The Tuna Tribune

Back To It

New art projects and moving forward.

By Sizz Tuna

April 10th, 2026

The sun rises in the background, with a street lamp in the foreground.
This photo is actually from last November… oops! I have’t taken anything good since the snow melted.

When people bring up seasonal moods, it’s almost always about depression in winter. Which is an understandable phenomenon, given the colder weather and especially the relative lack of light. I’ve always found that I like winter, though. There’s a certain peace to be found on cold morning walks, in the condensation of your own breath in the air, in the glimmering snow, in geese sleeping on frozen ponds (though I know not everybody has these things or finds a romanticism in them). Gotta enjoy it while it lasts — cue “back in my day” climate change rant. For me, instead of a winter sadness, I’m noticing an emerging pattern where the shift into spring brings a certain melancholy. Maybe it’s that the slow rebirth of the environment around me leads to more introspection than usual. How should I renew myself? I think a lot about my relationships and the ways I structure my life, the ways I think I need to change. When I have any time to think, that is. The world comes to life again and we all quicken our paces. I miss those morning walks.

The theme of this spring is “we’re getting there”. I’m trying to take this introspectiveness and use it to push myself out of my comfort zone a little. Embrace new things. I’m going to be appearing on local radio (in a basement studio run entirely by college students) in a few weeks! Which will be really, really scary, but probably good for me (and not really that high stakes considering that listenership will probably be quite low). Gotta take advantage of the opportunities that fall into my lap, plus learn how to actually talk openly about the things I care about. The topic I’ve landed on for my hour-long stint is music distributed freely online by its creators, and I think I have some vaguely interesting things to say (plus good music to play), so… more details to come, maybe? If it goes well? I will be playing Monarch of Monsters live on broadcast radio. There’s no one there to stop me.

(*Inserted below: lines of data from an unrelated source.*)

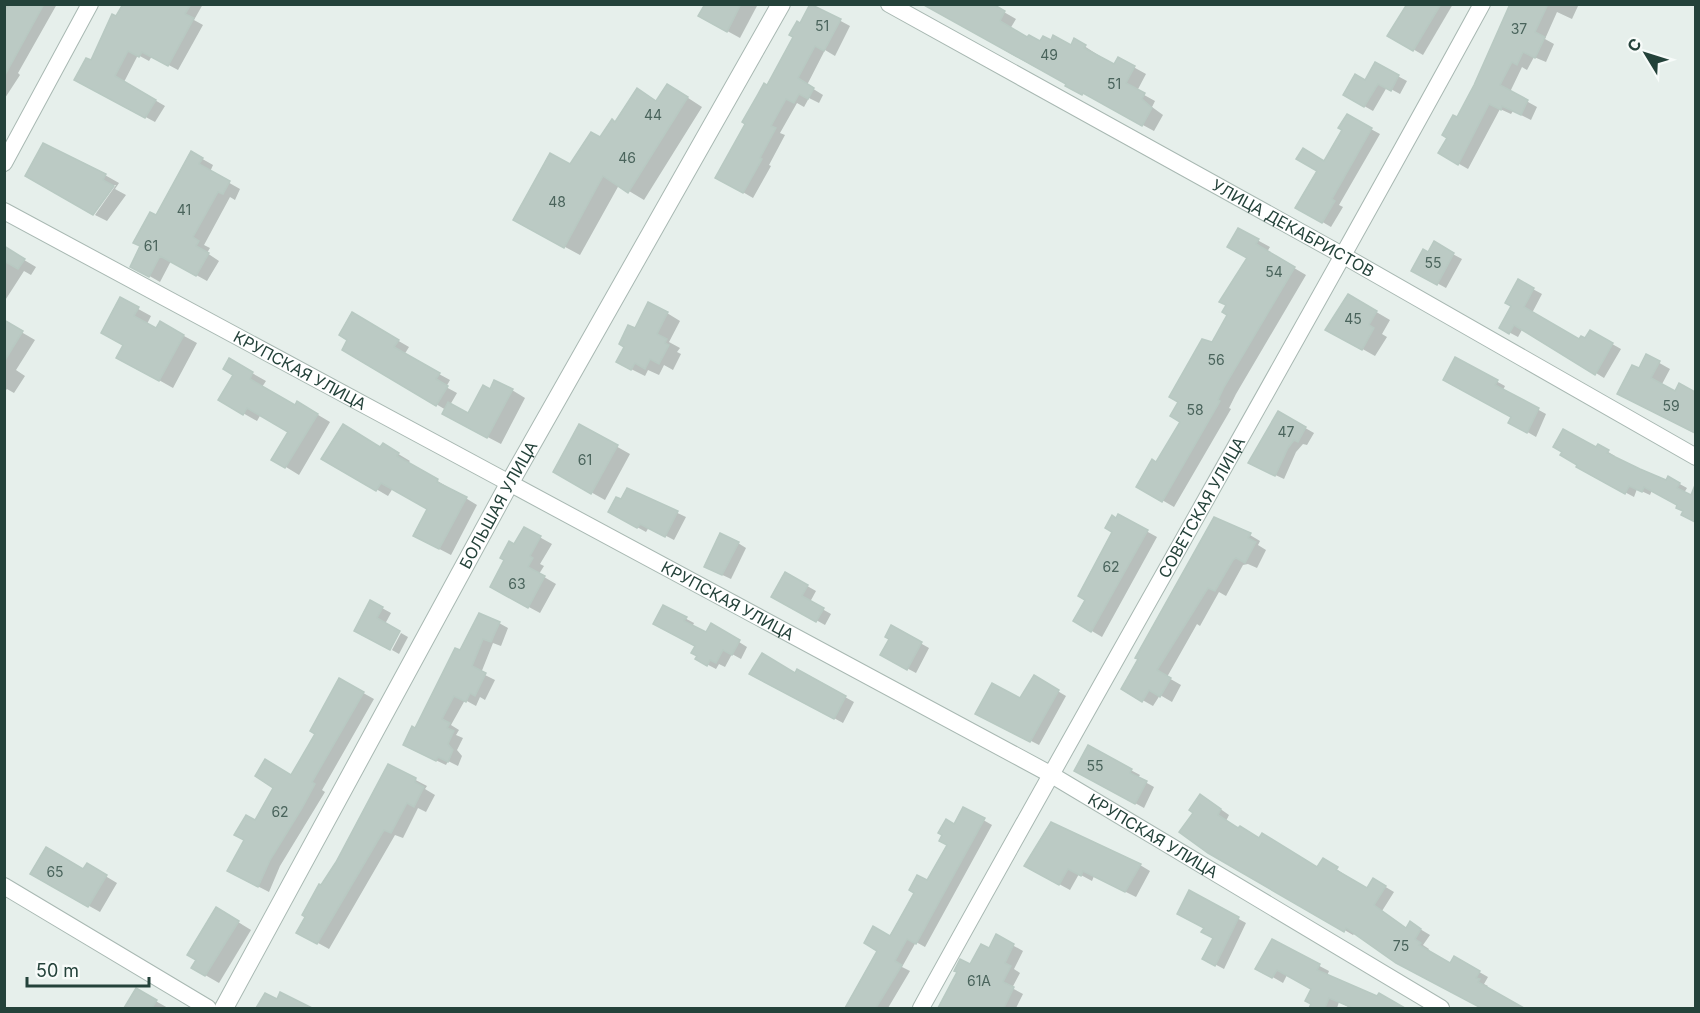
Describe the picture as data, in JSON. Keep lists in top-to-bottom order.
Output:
{
  "streets": {
    "street": [
      "УЛИЦА ДЕКАБРИСТОВ",
      "КРУПСКАЯ УЛИЦА",
      "БОЛЬШАЯ УЛИЦА",
      "СОВЕТСКАЯ УЛИЦА"
    ]
  },
  "crossings": [
    ["УЛИЦА ДЕКАБРИСТОВ", "СОВЕТСКАЯ УЛИЦА"],
    ["КРУПСКАЯ УЛИЦА", "БОЛЬШАЯ УЛИЦА"],
    ["КРУПСКАЯ УЛИЦА", "СОВЕТСКАЯ УЛИЦА"]
  ],
  "house_numbers": [
    "51",
    "37",
    "49",
    "51",
    "44",
    "46",
    "48",
    "41",
    "61",
    "55",
    "54",
    "45",
    "56",
    "59",
    "58",
    "47",
    "61",
    "62",
    "63",
    "55",
    "62",
    "65",
    "75",
    "61А"
  ],
  "scale_bar": "50 m",
  "north": "top left"
}
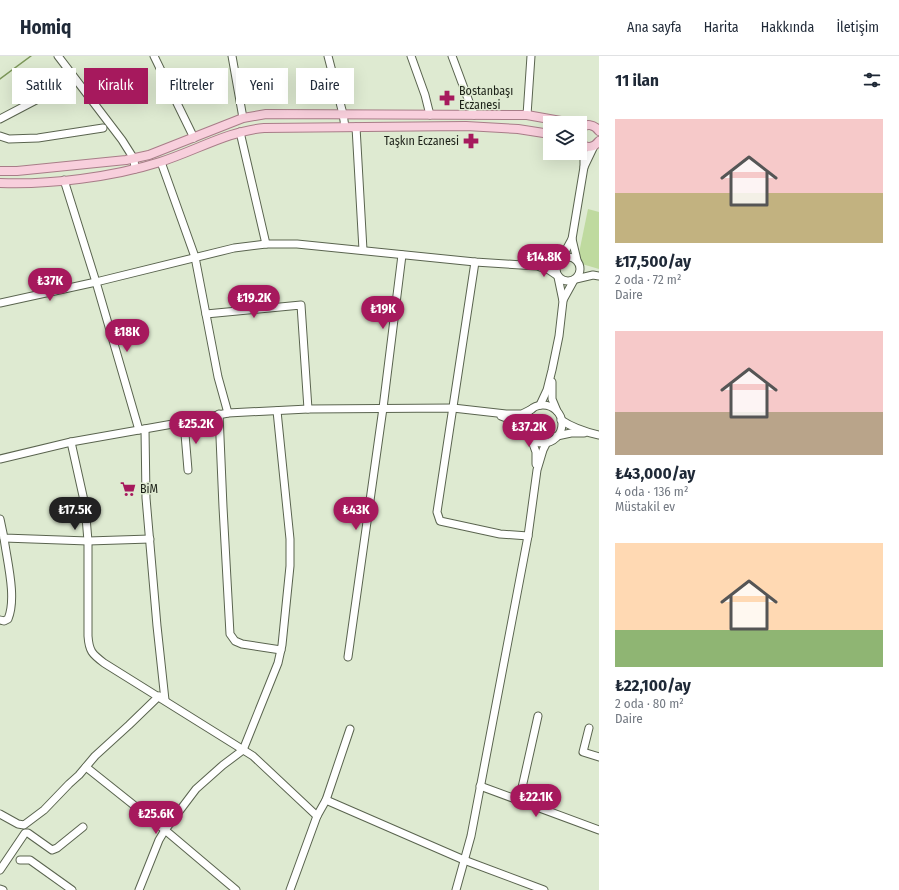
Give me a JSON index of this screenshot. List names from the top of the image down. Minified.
{"places":{"pharmacy":["Bostanbaşı Eczanesi","Taşkın Eczanesi"],"supermarket":["BiM"]},"page":{"header":"Homiq","nav":["Ana sayfa","Harita","Hakkında","İletişim"],"heading":"11 ilan","chip":["Satılık","Kiralık","Filtreler","Yeni","Daire"],"list":[{"name":"₺17,500/ay","note":"2 oda · 72 m² · Daire"},{"name":"₺43,000/ay","note":"4 oda · 136 m² · Müstakil ev"},{"name":"₺22,100/ay","note":"2 oda · 80 m² · Daire"}],"price":["₺14.8K","₺37K","₺19.2K","₺19K","₺18K","₺25.2K","₺37.2K","₺17.5K","₺43K","₺22.1K","₺25.6K"]}}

In other news, libraries are awesome. I completely stumbled into a “queer zinefest” that just appeared in front of me, and after perusing archived zines from the 60s to present, I tumbled outside and found little guide sheets for folding your own tiny 8-page zine from a single sheet of paper, and now suddenly I have a zine project. It’s all planned out with a shoddily sketched draft, but will take some time to draw a version that looks actually presentable, since my technical art skills aren’t super up to snuff and I work really slowly drawing and redrawing. But once it’s finished, I can easily photocopy them, fold ’em up, and stick them around in Little Free Libraries, I figure. Give something small back to the community. Freely available art. I want to find new ways to connect with people, even if small. I still remember that fantastic yet mysterious self-printed collection of short stories a friend found in a Little Free Library and loaned to me at some point in high school… turns out you can just make things! Really! You can!

A cardboard sign stapled to a telephone pole depicting a rabbit with the words “ICE OUT”.
Cardboard signs are still stapled to telephone poles on nearly every block.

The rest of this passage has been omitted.